-Y ésta -dijo Juana Helier completando la presentación- es la señorita Marple.
Como era actriz, supo darle entonación a la frase, una mezcla de respeto y triunfo.
Resultaba extraño que el objeto tan orgullosamente
proclamado fuese una solterona de aspecto amable y remilgado. En los
ojos de los dos jóvenes que acababan de trabar conocimiento con ella
gracias a Juana, se leía incredulidad y una ligera decepción. Era una
pareja muy atractiva; ella, Charmian Straud, esbelta y morena... él era
Eduardo Rossiter, un gigante rubio y afable.
Charmian dijo, algo cortada:
-¡Oh!, estamos encantados de conocerla.
Mas sus ojos no corroboraban tales palabras y los dirigió interrogadores a Juana Helier.
-Querida -dijo ésta, respondiendo a la mirada-, es
maravillosa.

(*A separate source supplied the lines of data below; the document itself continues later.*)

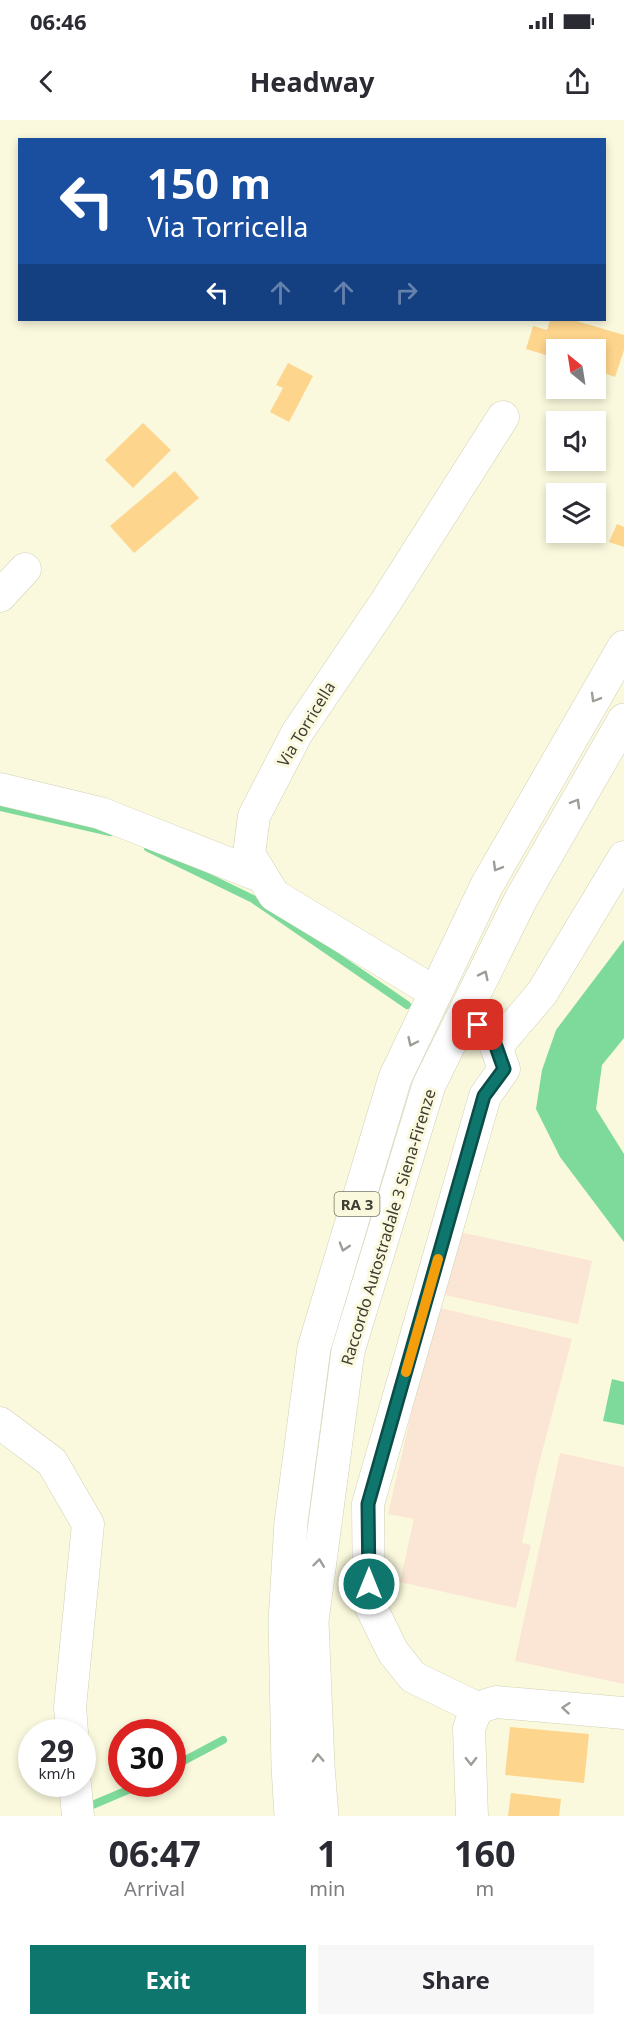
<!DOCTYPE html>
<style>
:root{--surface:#fff;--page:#f7f7f7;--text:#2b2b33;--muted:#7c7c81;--accent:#0f766e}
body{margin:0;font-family:"Noto Sans",sans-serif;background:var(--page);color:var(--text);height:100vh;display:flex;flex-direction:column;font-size:22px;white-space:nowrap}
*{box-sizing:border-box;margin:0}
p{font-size:20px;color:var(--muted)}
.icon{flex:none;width:33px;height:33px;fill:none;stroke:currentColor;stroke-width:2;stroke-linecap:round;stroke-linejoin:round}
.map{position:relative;height:1696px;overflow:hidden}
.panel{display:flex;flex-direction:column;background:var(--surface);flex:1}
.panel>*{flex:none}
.hud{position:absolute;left:18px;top:18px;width:588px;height:183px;border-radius:0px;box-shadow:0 3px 9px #0003;background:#1a4fa0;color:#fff;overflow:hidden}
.needle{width:39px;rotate:330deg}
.controls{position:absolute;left:546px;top:219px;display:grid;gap:12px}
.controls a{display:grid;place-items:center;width:60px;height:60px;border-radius:0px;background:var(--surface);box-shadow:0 3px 9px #0003;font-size:30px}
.speed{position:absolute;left:18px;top:1599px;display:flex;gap:12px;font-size:30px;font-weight:700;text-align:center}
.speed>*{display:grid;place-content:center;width:78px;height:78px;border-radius:50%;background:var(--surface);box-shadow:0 3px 9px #0003;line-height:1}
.speed small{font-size:15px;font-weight:400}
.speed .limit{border:9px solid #d22;background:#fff;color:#111}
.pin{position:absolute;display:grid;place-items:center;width:51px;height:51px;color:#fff;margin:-26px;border-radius:12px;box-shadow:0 3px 9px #0006}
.me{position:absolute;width:66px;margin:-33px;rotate:0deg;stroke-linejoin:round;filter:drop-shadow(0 0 4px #0008)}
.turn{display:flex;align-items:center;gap:21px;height:126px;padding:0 30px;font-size:27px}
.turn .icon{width:78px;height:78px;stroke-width:2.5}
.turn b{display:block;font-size:42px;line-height:51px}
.lanes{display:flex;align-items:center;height:57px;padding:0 30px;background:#0003;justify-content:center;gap:30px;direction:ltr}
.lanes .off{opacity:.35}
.eta{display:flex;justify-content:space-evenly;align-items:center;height:102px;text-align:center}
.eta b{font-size:36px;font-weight:700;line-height:42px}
.button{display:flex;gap:12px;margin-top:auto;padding:12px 30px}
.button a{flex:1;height:69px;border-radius:0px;background:var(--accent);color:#fff;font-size:24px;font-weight:700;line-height:69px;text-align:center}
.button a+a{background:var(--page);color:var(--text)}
.status{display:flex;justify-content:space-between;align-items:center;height:42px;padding:0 30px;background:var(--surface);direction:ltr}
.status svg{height:16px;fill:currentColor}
header{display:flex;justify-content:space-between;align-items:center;height:78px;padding:0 30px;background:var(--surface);font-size:27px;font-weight:700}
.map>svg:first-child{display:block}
.green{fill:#fbe5d5}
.water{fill:#7eda9a}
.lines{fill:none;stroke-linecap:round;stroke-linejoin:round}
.stream{stroke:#7eda9a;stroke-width:8}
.building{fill:#fed58c}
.minor-casing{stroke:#d1d0b5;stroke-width:33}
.highway-casing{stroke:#d1d0b5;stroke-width:34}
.minor{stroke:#fff;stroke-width:32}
.highway{stroke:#fff;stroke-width:33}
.oneway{stroke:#9e9e99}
.route-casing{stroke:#0a4d48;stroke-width:15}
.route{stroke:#0f766e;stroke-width:10}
.slow{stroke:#f59e0b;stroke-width:10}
.labels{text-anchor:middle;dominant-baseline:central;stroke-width:6;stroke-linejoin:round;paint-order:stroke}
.shield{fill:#faf9dd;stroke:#767566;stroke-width:1.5}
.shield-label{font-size:15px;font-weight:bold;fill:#3e3d33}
.street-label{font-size:16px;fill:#3e3d33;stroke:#faf9dd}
</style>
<div class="status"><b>06:46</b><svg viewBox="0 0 49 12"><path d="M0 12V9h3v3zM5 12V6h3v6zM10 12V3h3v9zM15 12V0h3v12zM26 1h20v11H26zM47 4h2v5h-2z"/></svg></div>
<header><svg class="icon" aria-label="back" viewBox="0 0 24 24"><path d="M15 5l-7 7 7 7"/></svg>Headway<svg class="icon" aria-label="share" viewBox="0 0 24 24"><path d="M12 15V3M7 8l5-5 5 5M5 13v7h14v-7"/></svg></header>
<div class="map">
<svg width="624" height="1696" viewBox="0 0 624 1696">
<rect width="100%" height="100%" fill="#faf9dd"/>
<g class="green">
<polygon points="455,1111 592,1141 578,1204 440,1174"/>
<polygon points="436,1187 572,1219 537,1351 522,1423 531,1425 516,1488 400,1462 414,1399 388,1394"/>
<polygon points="560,1333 624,1347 624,1564 515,1541"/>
</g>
<g class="water">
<polygon points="624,820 624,918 602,945 596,989 624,1034 624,1122 560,1037 536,989 542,950 556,910"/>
<polygon points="612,1259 624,1262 624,1305 603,1301"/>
</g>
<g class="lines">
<g class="stream">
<polyline points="0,687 110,712"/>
<polyline points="148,728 253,779 407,885"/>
<polyline points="172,1647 223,1620"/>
<polyline points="90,1686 142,1664"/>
</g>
</g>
<g class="building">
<polygon points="550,200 573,200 624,215 624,230 615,257 596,250 596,230 556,230 556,238 526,229 533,206 547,210"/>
<polygon points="288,243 313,256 289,302 270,292 283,268 276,265"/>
<polygon points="143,303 171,330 133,368 105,340"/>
<polygon points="175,351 199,378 134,433 110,406"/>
<polygon points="617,404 624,407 624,427 609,422"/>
<polygon points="510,1607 589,1614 584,1663 505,1655"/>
<polygon points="511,1673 561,1679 559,1696 508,1696"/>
</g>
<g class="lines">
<g class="minor-casing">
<g id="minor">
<polyline points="0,476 25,449"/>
<polyline points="0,669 100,693 263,757"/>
<polyline points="421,864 274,775 249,734 254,696 297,613 385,483 503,297"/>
<polyline points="496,927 542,873 624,737"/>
<polyline points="0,1303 52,1342 88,1404 70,1587 72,1612"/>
<polyline points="477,1588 413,1557 393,1532 369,1483 368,1384 485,976 504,949 493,918 478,905"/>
<polyline points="477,1588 496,1582 624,1593"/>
<polyline points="75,1664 78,1696"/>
<polyline points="472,1696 469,1608 477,1588"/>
</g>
</g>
<g class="highway-casing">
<g id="highway">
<polyline points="291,1696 288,1647 285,1501 291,1402 314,1228 395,958 487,765 624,527"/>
<polyline points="322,1696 318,1646 312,1501 348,1231 429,965 521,779 624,600"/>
</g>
</g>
<use href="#minor" class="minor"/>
<use href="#highway" class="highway"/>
</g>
<defs><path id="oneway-chevron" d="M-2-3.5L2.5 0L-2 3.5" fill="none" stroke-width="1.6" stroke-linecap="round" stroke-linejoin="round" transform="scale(1.5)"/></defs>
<g class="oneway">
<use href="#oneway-chevron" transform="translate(595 578) rotate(120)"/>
<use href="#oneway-chevron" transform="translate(576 683) rotate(-60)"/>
<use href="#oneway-chevron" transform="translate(497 747) rotate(120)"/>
<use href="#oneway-chevron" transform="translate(484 855) rotate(-64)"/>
<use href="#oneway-chevron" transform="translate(412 922) rotate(115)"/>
<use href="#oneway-chevron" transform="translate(344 1127) rotate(107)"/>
<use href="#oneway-chevron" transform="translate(319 1443) rotate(-83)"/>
<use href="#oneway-chevron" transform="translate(566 1588) rotate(-175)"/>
<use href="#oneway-chevron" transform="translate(318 1638) rotate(-92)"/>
<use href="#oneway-chevron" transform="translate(471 1641) rotate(89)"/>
</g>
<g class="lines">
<g class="route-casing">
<polyline id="route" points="369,1464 368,1384 484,976 504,949 493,918 478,905"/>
</g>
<use href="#route" class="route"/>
<polyline class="slow" points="406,1252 438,1139"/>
</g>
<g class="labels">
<rect class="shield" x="334.5" y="1072" width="45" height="24" rx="4.5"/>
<g class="shield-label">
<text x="357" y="1084">RA 3</text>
</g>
<g class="street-label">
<text transform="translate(306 604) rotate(-59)">Via Torricella</text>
<text transform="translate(388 1107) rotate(-73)">Raccordo Autostradale 3 Siena-Firenze</text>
</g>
</g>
</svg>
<div class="controls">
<a><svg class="needle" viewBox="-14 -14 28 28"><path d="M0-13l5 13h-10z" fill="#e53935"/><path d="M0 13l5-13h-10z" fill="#7c7c81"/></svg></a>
<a><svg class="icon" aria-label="sound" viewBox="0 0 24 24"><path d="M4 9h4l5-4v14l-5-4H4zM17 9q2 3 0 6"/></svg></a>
<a><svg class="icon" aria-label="layers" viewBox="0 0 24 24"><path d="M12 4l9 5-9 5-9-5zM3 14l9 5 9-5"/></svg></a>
</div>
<div class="speed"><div>29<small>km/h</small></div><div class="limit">30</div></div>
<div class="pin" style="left:478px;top:905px;background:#d93025"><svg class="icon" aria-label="arrive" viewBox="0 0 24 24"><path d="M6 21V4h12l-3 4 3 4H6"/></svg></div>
<svg class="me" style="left:369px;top:1464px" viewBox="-20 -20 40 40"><circle r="17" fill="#0f766e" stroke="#fff" stroke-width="3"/><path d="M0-11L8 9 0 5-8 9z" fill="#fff"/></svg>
<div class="hud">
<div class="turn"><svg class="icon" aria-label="left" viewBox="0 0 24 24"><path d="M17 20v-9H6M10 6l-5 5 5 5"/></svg><div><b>150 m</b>Via Torricella</div></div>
<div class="lanes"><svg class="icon" aria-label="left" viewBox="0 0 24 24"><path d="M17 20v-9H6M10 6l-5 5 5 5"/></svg><svg class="icon off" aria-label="ahead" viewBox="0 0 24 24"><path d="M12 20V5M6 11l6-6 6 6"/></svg><svg class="icon off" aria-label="ahead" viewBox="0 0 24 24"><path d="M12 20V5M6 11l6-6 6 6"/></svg><svg class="icon off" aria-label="right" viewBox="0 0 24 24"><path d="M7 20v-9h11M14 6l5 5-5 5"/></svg></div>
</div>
</div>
<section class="panel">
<div class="eta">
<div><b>06:47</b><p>Arrival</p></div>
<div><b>1</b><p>min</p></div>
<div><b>160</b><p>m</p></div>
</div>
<div class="button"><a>Exit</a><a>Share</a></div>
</section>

Déjenselo todo a ella. Te dije que la traería aquí y eso he
hecho -se dirigió a la señorita Marple-. Usted lo arreglará. Le será
fácil.
La señorita Marple volvió sus ojos de un color azul porcelana hacia el señor Rossiter.
-¿No quiere decirme de qué se trata? -le dijo.
-Juana es amiga nuestra -intervino Charmian, impaciente-.
Eduardo y yo estamos en un apuro. Y Juana nos dijo que si veníamos a su
fiesta nos presentaría a alguien que era... que haría... que podría...
Eduardo acudió en su ayuda.
-Juana nos dijo que era usted la última palabra en sabuesos, señorita Marple.
Los ojos de la solterona parpadearon de placer, mas protestó con modestia:
-¡Oh, no, no! Nada de eso. Lo que pasa es que viviendo en
un pueblecito como vivo yo, una aprende a conocer a sus semejantes.
¡Pero la verdad es que ha despertado usted mi curiosidad! Cuénteme su
problema.
-Me temo que sea algo vulgar... Se trata de un tesoro enterrado -explicó Eduardo Rossiter.
-¿De veras? ¡Pues me parece muy interesante!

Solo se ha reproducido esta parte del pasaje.